My time was largely devoted to three tasks: creating an efficient input pipeline, coding the model architecture, training and fine-tuning the models. I also wrote readable and reusable code and gained insights about training on Google Cloud TPUs.
Important milestones
Input pipeline
Having an efficient input pipeline is a necessity for training on powerful hardware like TPUs. Thus, I spent a lot of time creating and optimizing the input pipeline. tf.data
is a boon for such tasks and it took away most of the painpoints. However, the challenge was to augment the data as fast as possible. It all came down to the subtleties of the preprocessing functions. Which augmentation should be aaplied first? What parts can be added to the model itself? Is I/O the most time-consuming? The answers to all of these questions came with increased performance. It is noteworthy that tf.image
and tfa
made it a breeze to experiment with different setups.
Model implementation
RegNetY is originally implemented in PyTorch by Facebook AI Research in their repository pycls
. It was crucial that the model was as close to the original implementation. This would greatly affect the accuracy of the models. Thus, we implemented the models with extreme care to ensure that the architecture was as close to the original one.
Training
Training and evaluation of the model was the most interesting part of the project. It included finding the perfect setup which suited the model and gave the best accuracy. During the training, we fixated on the hyperparameters which resulted in the best performance and started improving from there. Iteratively and progressively, we were able to get substantial gains. It was common to go back to the model implementation and input pipeline to check their correctness and improve them. We left no stone unturned. However, I was unable to obtain the accuracies mentioned by the authors, even after rigourous debugging. The following accuracies were obtained after substantial experimentation. I finally fixed upon using AdamW as the optimizer and keeping rest the same as the paper. This gave good performance boosts. I will continue to explore and try to improve the accuracy as far as possible.

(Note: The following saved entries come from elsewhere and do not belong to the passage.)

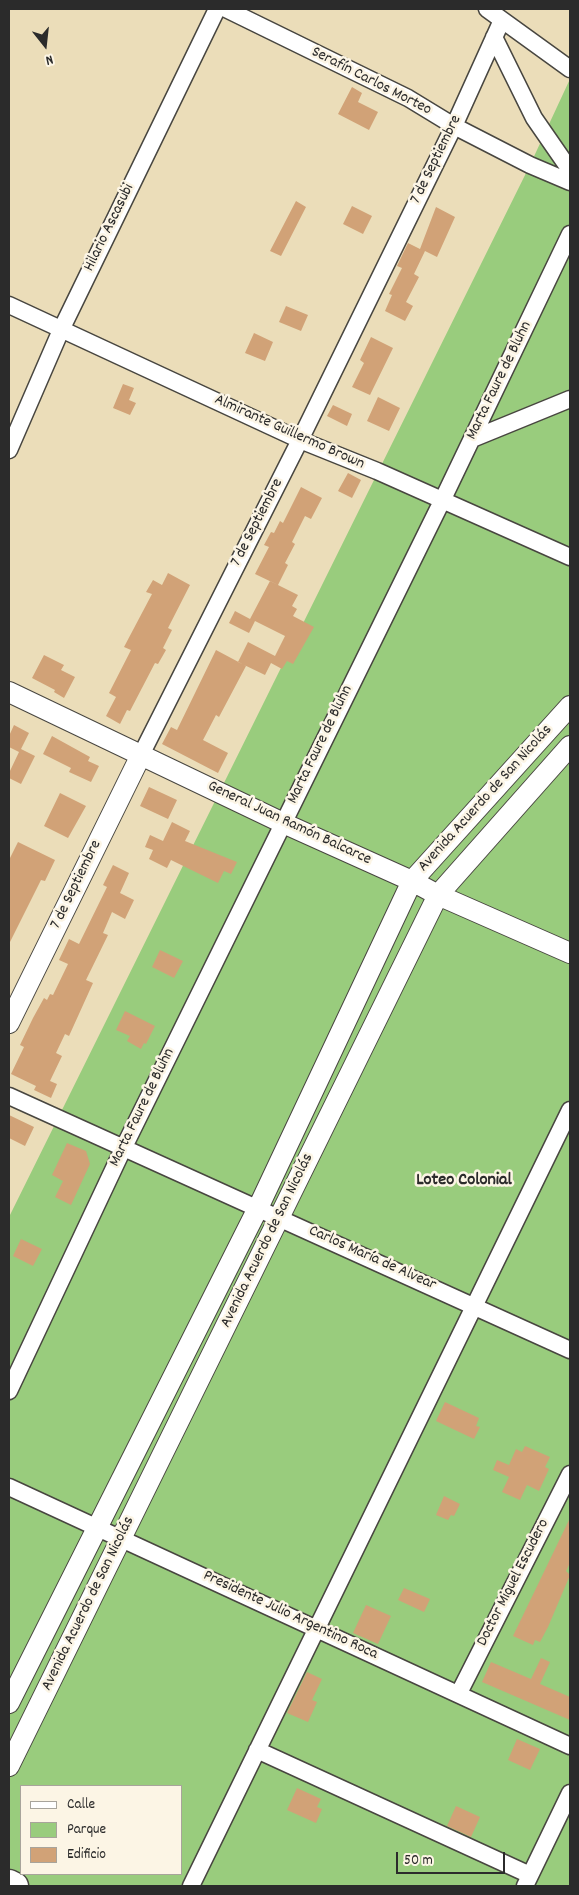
<!DOCTYPE html>
<html>
<head>
<meta charset="utf-8">
<style>
	body { margin:0 }
	#map { position:relative; width:579px; height:1895px; overflow:hidden; background:#ebddb9; font-family:Dekko,sans-serif }
	canvas { display:block }
	.frame { position:absolute; inset:0; border:10px solid #2b2b2b; pointer-events:none }
	.legend { position:absolute; left:20px; top:1785px; width:162px; height:90px; box-sizing:border-box; background:#fcf5e5; border:1px solid #a8a49b; margin:0; padding:6px 9px; list-style:none; font-size:15px; color:#2b2b2b }
	.legend li { display:flex; align-items:center; gap:10px; height:25px }
	.legend b { width:25px; border:1px solid #a8a49b }
	.north { position:absolute; left:20px; top:20px; width:50px; height:50px; -webkit-text-stroke:4px #fcf5e5; paint-order:stroke; rotate:164deg; font-size:14px; font-weight:700; line-height:20px; text-align:center; color:#2b2b2b }
	.north::after { content:''; display:block; margin:auto; width:18px; height:22px; background:#2b2b2b; clip-path:polygon(50% 0,100% 100%,50% 72%,0 100%) }
	.scale { position:absolute; left:396px; top:1852px; width:109px; height:22px; box-sizing:border-box; border:2px solid #2b2b2b; border-top:0; padding-left:6px; font-size:15px; line-height:18px; white-space:nowrap; color:#2b2b2b; -webkit-text-stroke:4px #fcf5e5; paint-order:stroke }
</style>
</head>
<body>
<div id="map">
<canvas width="579" height="1895"></canvas>
<div class="frame"></div>
<ul class="legend">
<li><b style="height:6px;background:#fff"></b>Calle</li>
<li><b style="height:14px;background:#99cc7d"></b>Parque</li>
<li><b style="height:14px;background:#d1a277"></b>Edificio</li>
</ul>
<div class="north">N</div>
<div class="scale">50 m</div>
</div>
<script>
const context = document.querySelector('canvas').getContext('2d');
context.lineJoin = 'round';
function fill(path, color) {
  context.fillStyle = color;
  context.fill(path, 'evenodd');
}
function poly(rows) {
  const path = new Path2D();
  for (const r of rows) {
    path.moveTo(r[0], r[1]);
    for (let i = 2; i < r.length; i += 2) path.lineTo(r[i], r[i + 1]);
  }
  return path;
}
function stroke(path, color, width, dash) {
  context.strokeStyle = color;
  context.lineWidth = width;
  context.lineCap = dash ? 'butt' : 'round';
  context.setLineDash(dash || []);
  context.stroke(path);
}
function drawText(font, color, halo, rows, align = 'center') {
  context.font = font + ' Dekko,sans-serif';
  context.lineWidth = 5;
  context.setLineDash([]);
  context.textBaseline = 'middle';
  context.strokeStyle = halo;
  context.fillStyle = color;
  for (const [text, x, y, turn = 0] of rows) {
    context.save();
    context.translate(x, y);
    context.rotate((+turn || 0) * Math.PI / 180);
    context.textAlign = isNaN(turn) ? turn : align;
    if (halo) context.strokeText(text, 0, 0);
    context.fillText(text, 0, 0);
    context.restore();
  }
}
fill(poly([
	[570,79,570,1886,15,1886,9,1883,9,1217,530,165],
	[21,1786,181,1786,181,1874,21,1874]
]), '#99cc7d');
fill(poly([
	[352,87,362,93,358,102,378,112,369,130,338,114],
	[296,201,306,207,281,256,270,251],
	[352,206,372,216,363,234,343,224],
	[436,207,455,217,437,257,425,251,414,274,419,277,406,302,413,306,405,321,385,311,392,295,389,294,402,268,397,266,408,243,420,249],
	[286,306,308,315,301,331,279,322],
	[254,333,273,342,265,361,245,353],
	[371,337,393,348,370,395,352,387,364,363,360,360],
	[123,384,134,388,129,400,136,403,130,415,113,408],
	[378,397,400,408,389,431,367,421],
	[333,405,352,414,347,426,327,416],
	[348,473,361,480,352,498,338,491],
	[301,487,322,498,311,519,305,516,292,542,295,544,285,563,288,565,278,585,255,574,269,547,264,545,271,532,274,533,280,521,283,523],
	[168,573,190,585,168,628,172,630,163,648,166,650,158,664,155,663,130,711,127,710,120,724,106,716,116,697,109,693,131,650,124,647,152,594,146,592,153,580,162,585],
	[270,581,298,595,292,606,297,609,293,616,314,627,293,664,287,661,282,669,271,663,265,675,238,662,248,642,275,656,285,636,255,621,249,633,229,623,235,611,250,619],
	[216,650,246,666,219,717,216,715,203,740,228,753,218,773,162,744,171,727,177,730],
	[44,655,64,665,61,670,75,677,64,698,54,692,55,690,32,678],
	[14,725,29,733,21,749,35,756,21,784,9,778,9,773,19,752,9,747,9,736],
	[52,736,90,757,88,761,99,766,91,782,69,772,71,768,43,754],
	[149,787,177,800,168,819,140,806],
	[60,793,86,806,68,838,44,826],
	[172,822,190,831,185,841,237,862,231,874,224,871,218,883,171,860,167,868,149,859,153,850,145,847,150,835,163,841],
	[18,842,55,860,45,881,41,880,9,944,9,860],
	[113,865,129,873,120,893,134,900,125,919,112,912,103,933,108,935,86,980,93,983,69,1036,65,1034,56,1053,62,1056,50,1081,57,1084,51,1098,34,1090,36,1086,11,1074,24,1047,20,1045,33,1018,44,998,47,1000,50,994,53,995,68,964,59,960,69,939,79,944,107,887,103,885],
	[160,950,183,961,174,978,152,967],
	[125,1011,155,1026,146,1044,144,1043,141,1049,127,1041,130,1036,116,1030],
	[9,1115,34,1127,25,1146,9,1138],
	[67,1143,86,1151,90,1164,71,1205,55,1197,63,1181,52,1175],
	[21,1239,42,1249,33,1266,13,1256],
	[445,1402,479,1418,476,1426,480,1427,474,1439,436,1421],
	[525,1446,550,1457,545,1467,549,1469,539,1491,527,1485,520,1500,502,1492,509,1477,493,1470,497,1460,509,1465,516,1449,522,1452],
	[444,1496,460,1504,454,1516,451,1515,448,1520,436,1515],
	[570,1518,570,1563,566,1571,570,1575,548,1627,540,1642,535,1640,533,1645,513,1636],
	[404,1588,430,1599,424,1612,398,1600],
	[366,1605,391,1616,378,1644,353,1633],
	[541,1658,550,1662,540,1684,570,1697,570,1720,482,1682,491,1662,531,1679],
	[307,1672,322,1679,312,1700,317,1702,308,1722,287,1713],
	[517,1739,540,1749,530,1770,508,1760],
	[297,1788,321,1799,317,1807,322,1809,316,1823,287,1810],
	[456,1806,480,1817,471,1837,447,1826]
]), '#d1a277');
const minor = poly([
	[226,9,408,98,454,126,530,165,570,182],
	[487,9,570,69],
	[494,37,534,118,570,170],
	[9,305,300,440,377,471,570,557],
	[472,439,570,399],
	[9,450,61,330,217,9],
	[141,755,300,440,454,126,502,20],
	[9,1096,570,1350],
	[9,1391,123,1149,442,501,570,234],
	[9,1487,570,1746],
	[459,1693,570,1474],
	[257,1750,530,1875],
	[191,1886,570,1110],
	[525,1886,570,1793]
]);
const tertiary = poly([
	[9,692,283,823,412,881,438,895,570,953],
	[9,1023,141,755],
	[9,1703,258,1208,412,881,570,706],
	[9,1766,438,895,570,746]
]);
const primary = poly([
	[9,1883,15,1886]
]);
stroke(minor, '#484640', 19);
stroke(tertiary, '#484640', 22);
stroke(primary, '#484640', 29);
stroke(minor, '#fff', 16);
stroke(tertiary, '#fff', 20);
stroke(primary, '#fff', 26);
drawText('16px', '#2b2b2b', '#fcf5e5', [
	["Serafín Carlos Morteo",371,82,27],
	["7 de Septiembre",437,160,-64],
	["Hilario Ascasubi",110,228,-64],
	["Marta Faure de Bluhn",500,381,-64],
	["Almirante Guillermo Brown",289,433,24],
	["7 de Septiembre",258,523,-63],
	["Marta Faure de Bluhn",321,745,-64],
	["Avenida Acuerdo de San Nicolás",486,799,-48],
	["General Juan Ramón Balcarce",289,824,25],
	["7 de Septiembre",77,885,-64],
	["Marta Faure de Bluhn",143,1108,-64],
	["Avenida Acuerdo de San Nicolás",268,1241,-64],
	["Carlos María de Alvear",372,1259,24],
	["Doctor Miguel Escudero",514,1583,-63],
	["Avenida Acuerdo de San Nicolás",89,1604,-64],
	["Presidente Julio Argentino Roca",290,1616,25]
]);
drawText('bold 18px', '#2b2b2b', '#fcf5e5', [
	["Loteo Colonial",464,1182]
]);
</script>
</body>
</html>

Validation accuracies of models:
Model | Our accuracy | Accuracy from the paper |
---|---|---|
200MF | 67.54% | 70.3% |
400MF | 70.19% | 74.1% |
600MF | 73.18% | 75.5% |
800MF | 73.94% | 76.3% |
TPU Research Cloud
This project was supported by TPU Research Group (TRC). They provided high performance TPUs which sped up my training by an order of magnitude. I thank Jaeyoun Kim for giving access to Google Cloud and Cloud TPUs. This made the process experimentation and training substantially fluid and easy.
Parting thoughts
It has been an extraordinary journey of three months. During GSoC I got a chance to work with the best in the field. I express my heartfelt gratitude to my mentors for guiding me. I learnt a lot about TensorFlow and its vibrant community during this time. I intend to continue working on this project as well as contribute to TensorFlow to the best of my abilities.